Westerwelle als Ausfall

Schon jetzt ist der Flurschaden beträchtlich, ohne dass nähere Einzelheiten aus den geheimen Kabelberichten bekannt sind. Überstunden am Telefon machten Außenministerin Hillary Clinton und andere Spitzen des US-Außenamtes am Wochenende, um Verbündete von Pakistan über Deutschland bis in die Türkei vorzuwarnen und zu besänftigen. Es geht um angebliche Bestechung in Pakistan oder darum, dass die USA den deutschen Außenminister Guido Westerwelle für einen Ausfall halten. Dann wird aber auch berichtet, dass die USA angeblich die kurdischen Separatisten der PKK unterstützt haben sollen und dass die Türkei mutmaßlich die Terroristen der El Kaida im Irak fördert.
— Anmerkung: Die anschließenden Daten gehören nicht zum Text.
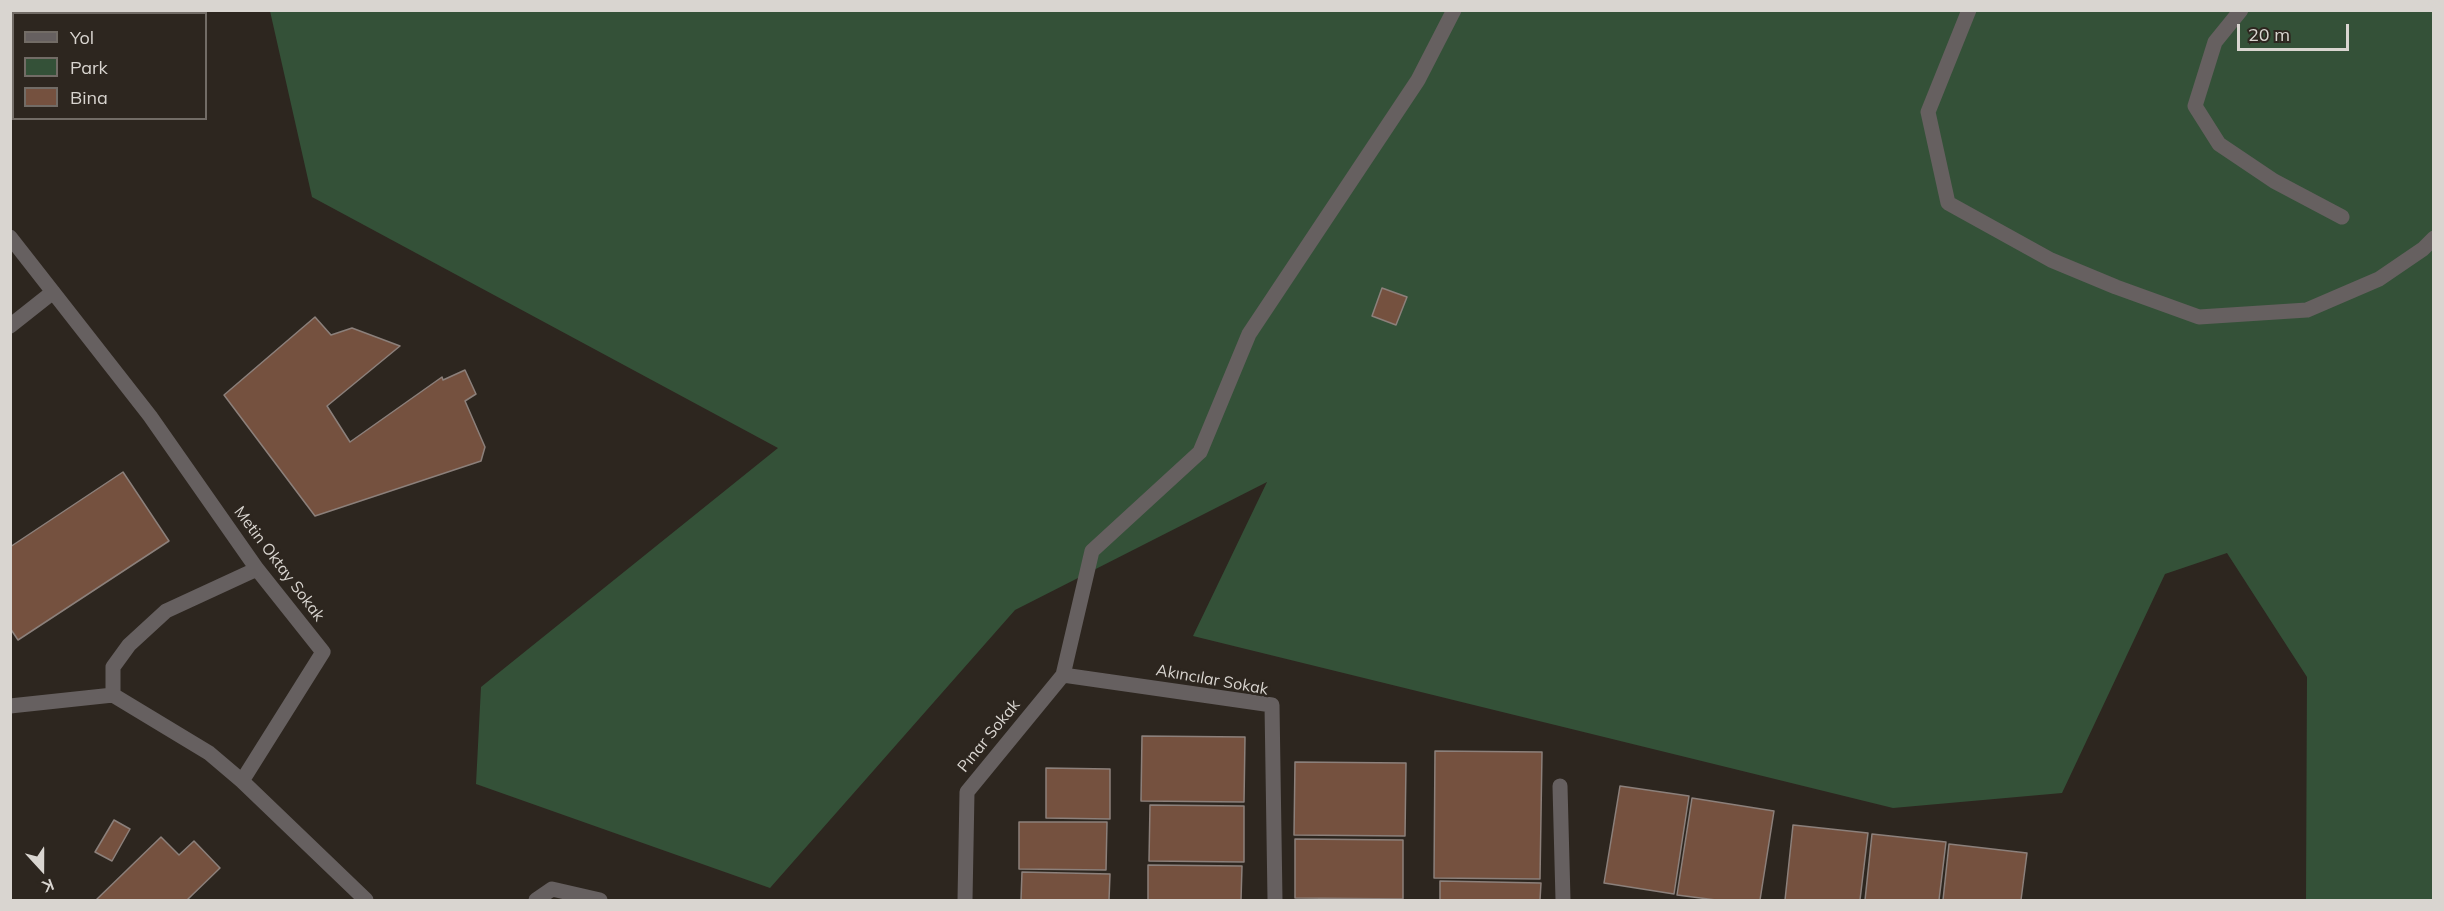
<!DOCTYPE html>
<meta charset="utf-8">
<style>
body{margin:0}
#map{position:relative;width:2444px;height:911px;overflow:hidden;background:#2d261f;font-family:Mulish,sans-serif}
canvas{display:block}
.frame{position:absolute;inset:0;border:12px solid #d9d5d0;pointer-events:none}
.legend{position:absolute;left:12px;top:12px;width:195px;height:108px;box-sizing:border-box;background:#2d261f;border:2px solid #726c66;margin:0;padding:8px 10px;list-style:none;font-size:18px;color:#d9d5d0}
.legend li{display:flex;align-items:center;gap:12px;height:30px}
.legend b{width:30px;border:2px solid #726c66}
.north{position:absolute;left:12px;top:839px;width:60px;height:60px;-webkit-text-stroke:4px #2d261f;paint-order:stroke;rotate:159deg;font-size:16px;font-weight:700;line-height:24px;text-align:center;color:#d9d5d0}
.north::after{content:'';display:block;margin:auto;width:21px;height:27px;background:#d9d5d0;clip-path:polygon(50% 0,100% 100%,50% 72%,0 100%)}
.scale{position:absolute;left:2237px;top:24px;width:112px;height:27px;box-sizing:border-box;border:3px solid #d9d5d0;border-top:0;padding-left:8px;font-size:18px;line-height:21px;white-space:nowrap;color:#d9d5d0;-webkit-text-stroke:4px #2d261f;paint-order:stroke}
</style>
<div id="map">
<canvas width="2444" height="911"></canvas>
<div class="frame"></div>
<ul class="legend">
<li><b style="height:8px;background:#666060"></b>Yol</li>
<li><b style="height:16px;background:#345138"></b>Park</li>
<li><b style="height:16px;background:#75513f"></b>Bina</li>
</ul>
<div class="north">K</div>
<div class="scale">20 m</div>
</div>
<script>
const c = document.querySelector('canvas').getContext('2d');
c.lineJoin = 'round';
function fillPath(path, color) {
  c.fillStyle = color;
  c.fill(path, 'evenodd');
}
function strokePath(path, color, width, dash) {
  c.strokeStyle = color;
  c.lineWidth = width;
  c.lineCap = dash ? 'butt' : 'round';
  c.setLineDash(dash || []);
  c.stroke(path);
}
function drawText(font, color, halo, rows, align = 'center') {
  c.font = font + ' Mulish,sans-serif';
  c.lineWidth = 5;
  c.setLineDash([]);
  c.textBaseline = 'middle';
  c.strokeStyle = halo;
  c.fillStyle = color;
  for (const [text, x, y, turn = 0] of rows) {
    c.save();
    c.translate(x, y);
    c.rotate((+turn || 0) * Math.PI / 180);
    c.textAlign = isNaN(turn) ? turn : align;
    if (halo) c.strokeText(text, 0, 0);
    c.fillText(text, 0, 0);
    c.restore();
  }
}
const green = new Path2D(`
 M270 11H2433V900H2306L2307 677 2227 553 2165 574 2062 793 1893 808 1193 636 1267 482 1015 610 770 888 476 784 481 687 778 448 312 197Z`);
const building = new Path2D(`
 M1382 288 1407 297 1396 325 1372 316Z
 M315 317 331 335 352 328 400 346 327 406 350 442 442 377 443 380 465 370 476 394 465 401 485 447 481 461 315 516 224 395Z
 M123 472 169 541 18 640 10 628V547Z
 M1142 736 1245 737 1244 802 1141 801Z
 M1435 751 1542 752 1540 879 1434 878Z
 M1295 762 1406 763 1405 836 1294 835Z
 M1046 768 1110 769V819L1046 818Z
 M1620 786 1689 796 1674 894 1604 883Z
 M1692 798 1774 811 1760 900H1716L1677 895Z
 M1150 805 1244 806V862L1149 861Z
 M114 820 130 829 112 861 95 852Z
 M1019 822H1107L1106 870 1019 869Z
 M1793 825 1868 833 1860 900H1785Z
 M1872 834 1946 842 1939 900H1865Z
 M161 837 179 855 194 841 220 868 187 900H96Z
 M1295 839 1403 840V899L1295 898Z
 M1949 844 2027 853 2021 900H1943Z
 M1148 865 1242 866 1241 900H1148Z
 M1022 872 1110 874 1109 900H1021Z
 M1440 881 1541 883 1540 900H1440Z`);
const minor = new Path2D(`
 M1969 10 1928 112 1948 203 2051 260 2116 287 2199 317 2307 310 2379 279 2423 249 2434 238
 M2241 10 2215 42 2195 106 2219 144 2274 181 2342 217
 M10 237 150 416 257 569 323 652 242 781
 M10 326 53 292
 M1063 675 1272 705 1275 900
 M113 695V667L129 645 166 611 257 569
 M10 706 113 695 209 753 242 781 366 900
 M1560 786 1563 900
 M536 900 552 889 600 900
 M965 900 967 792 1063 675 1092 551 1200 452 1249 334 1418 80 1454 10`);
const streetNames = [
 ["Metin Oktay Sokak",279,564,53],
 ["Akıncılar Sokak",1212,680,10],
 ["Pınar Sokak",989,736,-51]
];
fillPath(green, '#345138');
fillPath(building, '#75513f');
strokePath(building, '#8c807b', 1.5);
strokePath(minor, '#666060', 15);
drawText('16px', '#d9d5d0', '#2d261f', streetNames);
</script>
Neben diplomatischen Verwerfungen fürchtet US-Präsident Barack Obama im Zuge der Veröffentlichungen politische Rückschläge, etwa im ohnehin fragilen Verhältnis zu Moskau. Denn auch über den Kreml finden sich in den Dokumenten böse Worte.

US-Soldat als Quelle

Als Quelle des Datenlecks gilt der frühere US-Soldat Bradley Manning. Der 23-Jährigen soll ebenfalls Hunderttausende Dokumente aus dem Irak- und Afghanistan-Krieg aus den US-Netzen gestohlen und an Wikileaks durchgereicht haben. Manning sitzt derzeit in einem US-Militärstützpunkt in Haft.